Note: in this question I'm considering cost in both money and fuel terms, and looking for answers that consider both.
So we know that using chemical rockets to reach the moon, or further into space, costs hugely more in fuel, weight, and money terms, than just aiming for low earth orbit.
That raises a question - how do the fuel budgets and economics work out, if we spent fuel and money to create a low earth orbit starting point for further exploration, and bring fuel and rocket components there from earth, as opposed to doing it direct from earths surface?

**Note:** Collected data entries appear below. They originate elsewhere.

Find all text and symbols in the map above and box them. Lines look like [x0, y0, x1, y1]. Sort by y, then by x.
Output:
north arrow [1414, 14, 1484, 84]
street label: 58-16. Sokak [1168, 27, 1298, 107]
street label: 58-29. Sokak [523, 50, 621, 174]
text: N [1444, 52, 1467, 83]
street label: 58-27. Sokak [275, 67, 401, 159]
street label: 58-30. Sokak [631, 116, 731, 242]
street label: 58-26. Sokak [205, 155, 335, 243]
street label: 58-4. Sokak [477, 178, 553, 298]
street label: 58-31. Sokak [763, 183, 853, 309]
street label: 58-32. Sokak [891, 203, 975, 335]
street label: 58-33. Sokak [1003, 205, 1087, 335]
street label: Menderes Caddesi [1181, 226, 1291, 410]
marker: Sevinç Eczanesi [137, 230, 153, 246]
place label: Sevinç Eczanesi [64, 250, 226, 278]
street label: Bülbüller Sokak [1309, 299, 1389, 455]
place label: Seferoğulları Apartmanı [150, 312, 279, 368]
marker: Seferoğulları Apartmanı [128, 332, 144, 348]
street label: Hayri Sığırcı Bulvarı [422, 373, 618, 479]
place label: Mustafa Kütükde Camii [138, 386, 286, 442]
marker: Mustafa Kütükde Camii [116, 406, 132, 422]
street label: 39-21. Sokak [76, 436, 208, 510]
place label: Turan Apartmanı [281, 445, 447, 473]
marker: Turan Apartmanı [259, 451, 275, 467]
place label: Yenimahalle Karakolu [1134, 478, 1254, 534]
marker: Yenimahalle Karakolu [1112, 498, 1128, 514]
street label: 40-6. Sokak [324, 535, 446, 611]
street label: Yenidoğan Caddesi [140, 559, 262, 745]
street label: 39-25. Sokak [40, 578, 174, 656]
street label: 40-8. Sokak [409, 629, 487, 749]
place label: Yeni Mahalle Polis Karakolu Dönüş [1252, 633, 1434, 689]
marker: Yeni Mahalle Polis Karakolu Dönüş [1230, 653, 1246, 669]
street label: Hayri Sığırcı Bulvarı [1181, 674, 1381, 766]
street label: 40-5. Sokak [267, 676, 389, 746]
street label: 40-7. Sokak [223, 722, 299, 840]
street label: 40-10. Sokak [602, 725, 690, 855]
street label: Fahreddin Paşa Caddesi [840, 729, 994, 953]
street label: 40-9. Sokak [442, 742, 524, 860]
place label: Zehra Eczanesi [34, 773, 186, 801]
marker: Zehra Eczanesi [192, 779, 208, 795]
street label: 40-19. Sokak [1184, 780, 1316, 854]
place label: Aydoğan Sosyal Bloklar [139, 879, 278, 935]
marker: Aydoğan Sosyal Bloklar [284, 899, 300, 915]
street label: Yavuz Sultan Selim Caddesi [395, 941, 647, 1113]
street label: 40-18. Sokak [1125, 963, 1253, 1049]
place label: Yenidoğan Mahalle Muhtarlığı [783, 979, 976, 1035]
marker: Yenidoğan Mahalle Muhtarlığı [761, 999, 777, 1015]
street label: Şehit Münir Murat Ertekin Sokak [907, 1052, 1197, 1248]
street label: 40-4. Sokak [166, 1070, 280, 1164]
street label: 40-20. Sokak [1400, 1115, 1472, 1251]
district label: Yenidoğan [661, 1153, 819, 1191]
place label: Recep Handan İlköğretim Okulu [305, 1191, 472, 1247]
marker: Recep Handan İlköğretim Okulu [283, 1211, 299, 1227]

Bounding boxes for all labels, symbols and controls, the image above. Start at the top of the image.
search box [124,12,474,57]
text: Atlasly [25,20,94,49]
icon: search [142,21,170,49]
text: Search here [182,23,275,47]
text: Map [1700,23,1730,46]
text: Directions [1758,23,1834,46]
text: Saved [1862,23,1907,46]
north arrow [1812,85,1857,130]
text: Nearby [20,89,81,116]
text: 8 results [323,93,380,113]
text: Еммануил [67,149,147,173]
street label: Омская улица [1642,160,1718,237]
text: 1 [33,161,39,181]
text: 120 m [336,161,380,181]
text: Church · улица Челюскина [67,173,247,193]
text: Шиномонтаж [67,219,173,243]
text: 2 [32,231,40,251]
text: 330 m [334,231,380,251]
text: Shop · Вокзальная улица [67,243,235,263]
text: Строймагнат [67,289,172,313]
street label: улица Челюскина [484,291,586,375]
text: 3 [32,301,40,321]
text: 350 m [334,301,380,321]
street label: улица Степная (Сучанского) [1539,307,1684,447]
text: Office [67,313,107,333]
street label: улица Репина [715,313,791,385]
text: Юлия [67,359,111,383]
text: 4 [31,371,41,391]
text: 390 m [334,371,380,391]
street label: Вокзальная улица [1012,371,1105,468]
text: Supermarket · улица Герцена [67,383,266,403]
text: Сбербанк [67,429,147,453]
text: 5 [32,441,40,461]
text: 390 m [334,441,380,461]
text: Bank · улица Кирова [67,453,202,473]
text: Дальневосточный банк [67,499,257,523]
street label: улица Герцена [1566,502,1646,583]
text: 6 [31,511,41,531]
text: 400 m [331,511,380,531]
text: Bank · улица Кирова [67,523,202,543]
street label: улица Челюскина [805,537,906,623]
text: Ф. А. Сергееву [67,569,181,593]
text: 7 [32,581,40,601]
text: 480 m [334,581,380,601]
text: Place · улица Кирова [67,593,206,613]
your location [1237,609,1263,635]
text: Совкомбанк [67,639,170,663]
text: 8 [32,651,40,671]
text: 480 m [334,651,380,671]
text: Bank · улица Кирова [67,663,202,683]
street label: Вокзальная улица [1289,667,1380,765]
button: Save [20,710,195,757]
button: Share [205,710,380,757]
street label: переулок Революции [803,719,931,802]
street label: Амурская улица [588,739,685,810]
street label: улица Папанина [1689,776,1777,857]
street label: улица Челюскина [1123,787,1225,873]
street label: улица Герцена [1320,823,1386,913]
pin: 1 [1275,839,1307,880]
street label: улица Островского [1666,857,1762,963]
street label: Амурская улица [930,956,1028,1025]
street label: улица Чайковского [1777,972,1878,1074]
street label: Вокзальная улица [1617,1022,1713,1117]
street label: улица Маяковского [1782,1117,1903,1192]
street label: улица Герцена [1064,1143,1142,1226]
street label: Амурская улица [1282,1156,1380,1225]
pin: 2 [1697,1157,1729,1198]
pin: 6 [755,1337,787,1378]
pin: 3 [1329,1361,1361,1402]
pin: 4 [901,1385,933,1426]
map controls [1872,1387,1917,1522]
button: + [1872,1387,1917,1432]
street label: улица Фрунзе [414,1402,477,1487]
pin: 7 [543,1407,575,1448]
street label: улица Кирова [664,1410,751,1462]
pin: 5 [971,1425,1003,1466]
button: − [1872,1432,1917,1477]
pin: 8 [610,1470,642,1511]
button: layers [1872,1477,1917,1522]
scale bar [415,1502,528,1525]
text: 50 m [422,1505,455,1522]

(Note that if our deeper space exploration started at earth orbit, it wouldn't need to be nearly as massive as we are used to - it wouldn't need the same fuel or rocket systems, nor streamlining, nor protection against atmosphere. It could also return to earth locality for reuse by any gravity-aided route, however slow and leisurely the route, taking months or years to do so if uncrewed, reducing return/deceleration fuel delta-v needs (on crewed ships, life support on average I guess adds less weight than extra fuel to shorten the trip, so a slow return would be viable?). Equally our earth-to-orbit delivery rocket wouldn't need the kinds of crew protection needed for longer travel in deeper space. So the ships involved are very different too, which makes a big difference as well, I suspect.)
By analogy, when we climb an Everest, usually we don't try to do it direct from our hotel in the nearby town. We create a base camp, lug our gear there, and set off on our more challenging and demanding expedition from that base camp, not from our hotel.
What are the practical fuel, money/investment, and weight implications, when the two methods are compared for space exploration?
If a LEO "base camp" is better, are two (LEO and further out) even better, or do they hit diminishing returns?